** Given entries follows **

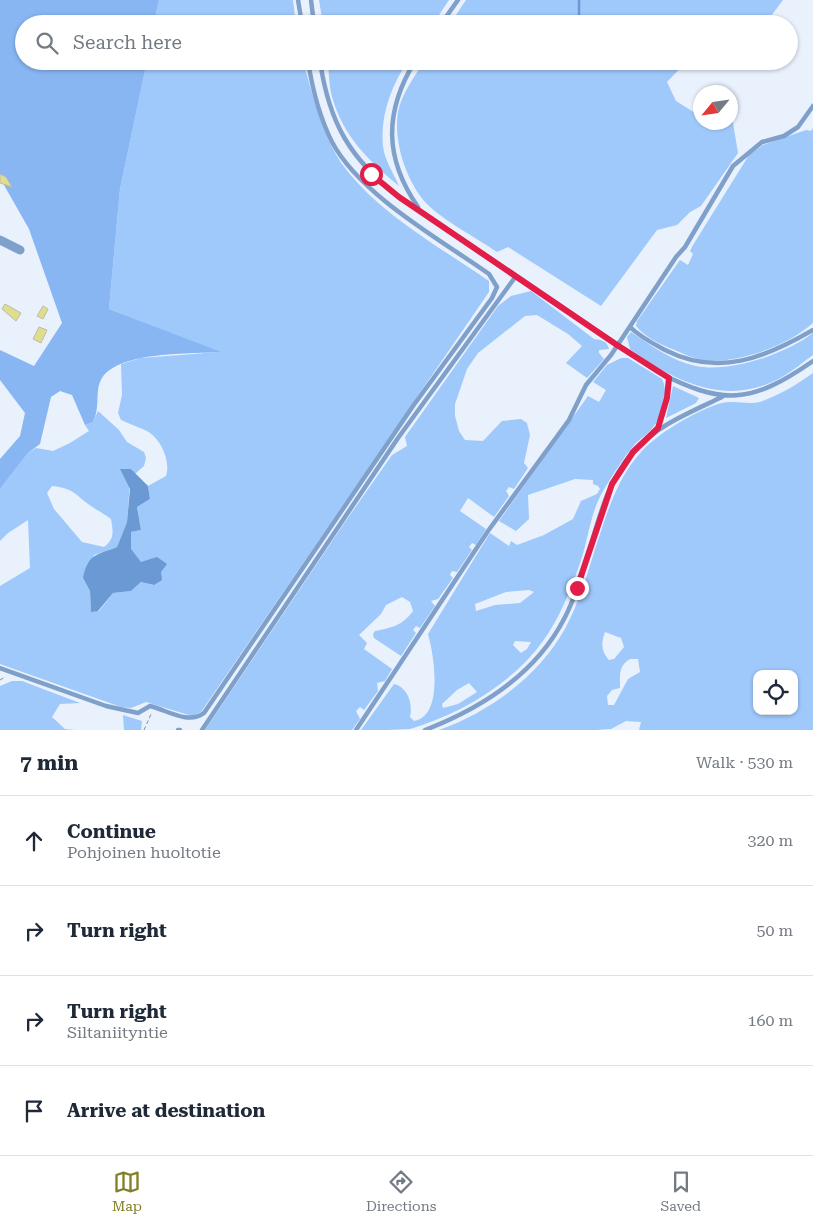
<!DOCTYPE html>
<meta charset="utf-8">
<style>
:root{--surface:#fff;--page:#f2f2f3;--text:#1f2937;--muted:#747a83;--line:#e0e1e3;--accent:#847f26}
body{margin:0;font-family:"Roboto Serif",serif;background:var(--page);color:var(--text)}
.controls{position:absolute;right:15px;bottom:15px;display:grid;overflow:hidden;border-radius:10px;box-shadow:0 1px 4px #0004}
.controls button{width:45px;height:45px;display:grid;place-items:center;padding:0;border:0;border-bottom:1px solid var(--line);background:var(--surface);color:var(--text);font:25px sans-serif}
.compass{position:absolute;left:693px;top:85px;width:45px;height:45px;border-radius:50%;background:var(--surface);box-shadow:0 1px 4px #0004;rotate:241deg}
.stop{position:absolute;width:15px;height:15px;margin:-11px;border:4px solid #e11d48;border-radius:50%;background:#fff}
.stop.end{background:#e11d48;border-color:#fff;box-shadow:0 1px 5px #0008}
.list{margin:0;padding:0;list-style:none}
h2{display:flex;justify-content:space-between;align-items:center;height:65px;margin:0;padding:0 20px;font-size:21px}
h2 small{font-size:16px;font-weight:400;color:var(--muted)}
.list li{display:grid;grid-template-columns:32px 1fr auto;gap:15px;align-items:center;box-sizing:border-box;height:90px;padding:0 20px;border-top:1px solid var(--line)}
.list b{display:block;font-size:19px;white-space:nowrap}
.list p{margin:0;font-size:16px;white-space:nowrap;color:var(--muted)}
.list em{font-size:16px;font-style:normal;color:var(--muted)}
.icon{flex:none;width:28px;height:28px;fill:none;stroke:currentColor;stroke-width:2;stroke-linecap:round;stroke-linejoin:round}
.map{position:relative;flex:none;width:813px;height:730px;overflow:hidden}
.search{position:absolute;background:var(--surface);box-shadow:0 1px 4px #0004;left:15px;right:15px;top:15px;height:55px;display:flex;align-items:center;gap:12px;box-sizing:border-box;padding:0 18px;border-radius:28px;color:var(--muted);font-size:19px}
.sheet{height:425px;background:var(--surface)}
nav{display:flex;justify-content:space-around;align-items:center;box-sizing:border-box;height:70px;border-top:1px solid var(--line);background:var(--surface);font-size:14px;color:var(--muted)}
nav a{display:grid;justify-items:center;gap:2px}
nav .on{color:var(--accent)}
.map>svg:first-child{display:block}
</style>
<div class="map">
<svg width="813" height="730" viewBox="0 0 813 730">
<rect width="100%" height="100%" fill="#e9f1fc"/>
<path fill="#9fc8fb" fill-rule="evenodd" d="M159,0H293L296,24H154Z
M319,0H449L433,24H323Z
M466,0H783L765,24H450Z
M147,61H303C313,96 323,139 345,168C382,216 440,247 489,281V292L201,712L192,716L146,702L131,708L121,707L0,664V586L30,568L28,520L8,533L0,541V489L28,453L36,448L53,451L70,443L89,431L85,425L93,422L98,411L119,430L127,442L144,452L146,458L144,466L135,474L131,469L127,522L117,547L94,555L83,578L90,591L91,611H99L113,593L131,591L141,582L154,585L130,549L131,532L141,530L137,507L150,499L148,486L166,476C171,461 161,439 147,431C139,427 129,424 121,420L118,413L122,395L121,364L141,358L219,352L109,309L120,189ZM52,486C77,489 75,496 94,508C100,512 106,515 111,519C113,531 115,539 104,547L82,542L54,509L47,493Z
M328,61H408C391,86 380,116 383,146C384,159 394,174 399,186C370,162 344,137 333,100C329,88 329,74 328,61Z
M424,61H687L667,82L676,101L700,116V122H730L732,117L738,153L701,206L690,212L677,225L657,230L601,306L508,247L497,252C478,239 443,220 428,205C407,184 393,142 398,112C401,95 415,76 424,61Z
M813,128V323C789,345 738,364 705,360C694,359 682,353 672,349C659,344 645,337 636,326L637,321L680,260L688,265L693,254L690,251L693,245L749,155L763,145L806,130L811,131Z
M531,291L594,339C602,340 607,341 609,349L599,350V353L604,359L587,378L566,363L582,346L568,334L537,315L525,316L478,353L467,369L455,404V416L459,431L465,440L483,441L502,421L521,419L527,423L530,435L524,463L528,468L514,489L509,487L506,491L509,496L494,517L468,498L460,511L486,529L476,545L472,543L469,547L472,550L457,572L452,571L450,575L453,578L438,599L431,601L435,606L420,628L416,626L413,630L416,633L401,656L374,638L373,634L375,631C392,628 403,625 413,611L410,602L402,597L386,605L381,614L359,635L367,643L364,649L392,669L385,681L377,683L378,691L364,710L360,707L356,711L360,719L352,730H205L345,522L392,455L407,446L405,437L498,306L511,296Z
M631,332C650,345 672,361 696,366C730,373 786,354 813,333V355C803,362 793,371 782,377C727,408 676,382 630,349L627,337Z
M621,358H628L662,379C669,392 663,415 654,426C649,433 641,438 635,444C623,458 613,474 603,491C590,513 588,542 579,566C570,592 559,619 543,641C512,684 460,714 410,729C396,730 375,730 361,730L394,684C408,687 413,704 410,717L414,721C444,716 434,655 428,634L490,533L509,546L511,541L517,545L544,535L573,519L581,501L597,494L600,489L598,486L593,484V480L575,479L528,495L529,519L516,531L499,521L588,396L599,402L606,390L593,382L607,365ZM529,590L534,592L520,603L495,605L476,611L475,604L506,592ZM515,641L531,642L527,649L521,653L513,645ZM469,683L477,692L458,704L443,708L442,704L457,690Z
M813,373V730H639L641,722L626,721L611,729L596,730H439C490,712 540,675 566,627C579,602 587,576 595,549C607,514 616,479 642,451C658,433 699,409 722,403C734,400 748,405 760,402C780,395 796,385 813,373ZM605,632L621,638L624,647L614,659L609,660C601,651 601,643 605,632ZM630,659H638L640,672L628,679L614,705H608L607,696L612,690L620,688C620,676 618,666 630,659ZM757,674H794V711H757Z
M673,386L699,398L696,403L666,418Z
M12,681H22L80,703L60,704L52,717L65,729L75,730H0V686Z
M123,715L142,721L141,730H124Z"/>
<path fill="#87b6f3" d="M0,0H159L154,24H24V61H147L120,189L109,309L221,352C192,354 119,351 102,378C94,391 101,406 93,422L85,425L72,395L60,391L51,397L40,444L28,453L0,489V459L20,436L25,413L0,380V350L34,366L62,323L29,229L0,178Z"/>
<path fill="#6b99d4" d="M120,469H131L148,486L150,499L137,507L141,530L131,532V549L141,562L157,557L167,564L161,572L162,580L154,585L141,582L131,591L113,593L98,611L91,612L90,591L83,578C88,554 96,555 117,547L127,522L130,489Z"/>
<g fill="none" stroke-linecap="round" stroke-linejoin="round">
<path stroke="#6b99d4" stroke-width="2.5" d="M579,16V0"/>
</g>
<path fill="#e0dd8d" stroke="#bcbca8" d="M0,174L6,177L12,187L0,183Z
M5,304L21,313L16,321L2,309Z
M43,306L48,309L43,319L37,316Z
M39,327L47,330L41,343L33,339Z"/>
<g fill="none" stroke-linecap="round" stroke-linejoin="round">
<path stroke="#899098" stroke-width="1" stroke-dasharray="4 2.5" stroke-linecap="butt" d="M0,680L5,677
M144,730L152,712"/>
<path stroke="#7fa0ca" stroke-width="4.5" d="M298,0L302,24
M311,0L314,24
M441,24L458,0
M320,61C329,123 350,159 399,197L656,371C723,406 751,404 813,361
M415,61C384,112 384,158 418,207
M630,327C640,337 652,343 665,350C718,377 765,358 813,330
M658,428L667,398L669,378
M0,668L106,706L138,713L150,706C167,710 188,725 204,713L413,406L492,298L497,287L489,274C441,240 360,195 332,142C320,118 312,87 308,61
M178,730H180
M202,730L398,438L516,276
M356,730L488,531L569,420L586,385L611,355L676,257L685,247L733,166L762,142L784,136L798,127L813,106
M425,730C482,708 535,675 564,619C576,597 582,572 590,548C600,514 609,479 633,452C657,425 691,412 722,397"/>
<path stroke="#7fa0ca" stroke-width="9" d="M0,240L20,250"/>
</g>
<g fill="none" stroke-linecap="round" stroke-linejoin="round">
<path stroke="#e11d48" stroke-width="6" d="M371,174L399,197L617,345L669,378L667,398L658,428L633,452L612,484L577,588"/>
</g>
</svg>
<div class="controls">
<button><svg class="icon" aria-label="locate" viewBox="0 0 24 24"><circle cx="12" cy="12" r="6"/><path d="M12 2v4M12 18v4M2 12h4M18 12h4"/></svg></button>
</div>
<svg class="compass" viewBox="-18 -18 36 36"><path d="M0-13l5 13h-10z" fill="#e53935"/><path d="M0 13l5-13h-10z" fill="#747a83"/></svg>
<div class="stop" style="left:371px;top:174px"></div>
<div class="stop end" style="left:577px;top:588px"></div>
<div class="search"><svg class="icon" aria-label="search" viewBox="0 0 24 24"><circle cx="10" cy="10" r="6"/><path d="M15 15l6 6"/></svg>Search here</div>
</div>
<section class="sheet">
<h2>7 min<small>Walk · 530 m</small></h2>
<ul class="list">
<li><svg class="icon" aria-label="ahead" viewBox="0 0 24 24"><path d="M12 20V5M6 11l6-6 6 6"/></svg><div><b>Continue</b><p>Pohjoinen huoltotie</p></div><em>320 m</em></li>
<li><svg class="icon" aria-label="right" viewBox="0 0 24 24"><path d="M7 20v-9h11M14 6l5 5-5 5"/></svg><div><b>Turn right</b></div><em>50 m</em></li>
<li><svg class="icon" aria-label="right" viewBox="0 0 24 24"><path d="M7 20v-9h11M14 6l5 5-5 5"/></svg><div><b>Turn right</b><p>Siltaniityntie</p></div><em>160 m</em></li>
<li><svg class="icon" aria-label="arrive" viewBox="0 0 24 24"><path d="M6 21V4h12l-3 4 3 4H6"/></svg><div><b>Arrive at destination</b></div></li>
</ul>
</section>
<nav>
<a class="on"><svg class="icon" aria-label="map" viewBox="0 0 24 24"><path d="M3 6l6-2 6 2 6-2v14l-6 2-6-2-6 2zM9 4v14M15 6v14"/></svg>Map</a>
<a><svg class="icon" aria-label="directions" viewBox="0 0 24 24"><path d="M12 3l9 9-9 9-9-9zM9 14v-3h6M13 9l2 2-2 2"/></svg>Directions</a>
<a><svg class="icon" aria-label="saved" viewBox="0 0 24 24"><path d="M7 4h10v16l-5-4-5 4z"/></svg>Saved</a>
</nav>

** End of Given entries **

*Activity:*
Scanning the material above, work out how many lines contain the word "serif" and reply with the number only.

*Exercise response:*
2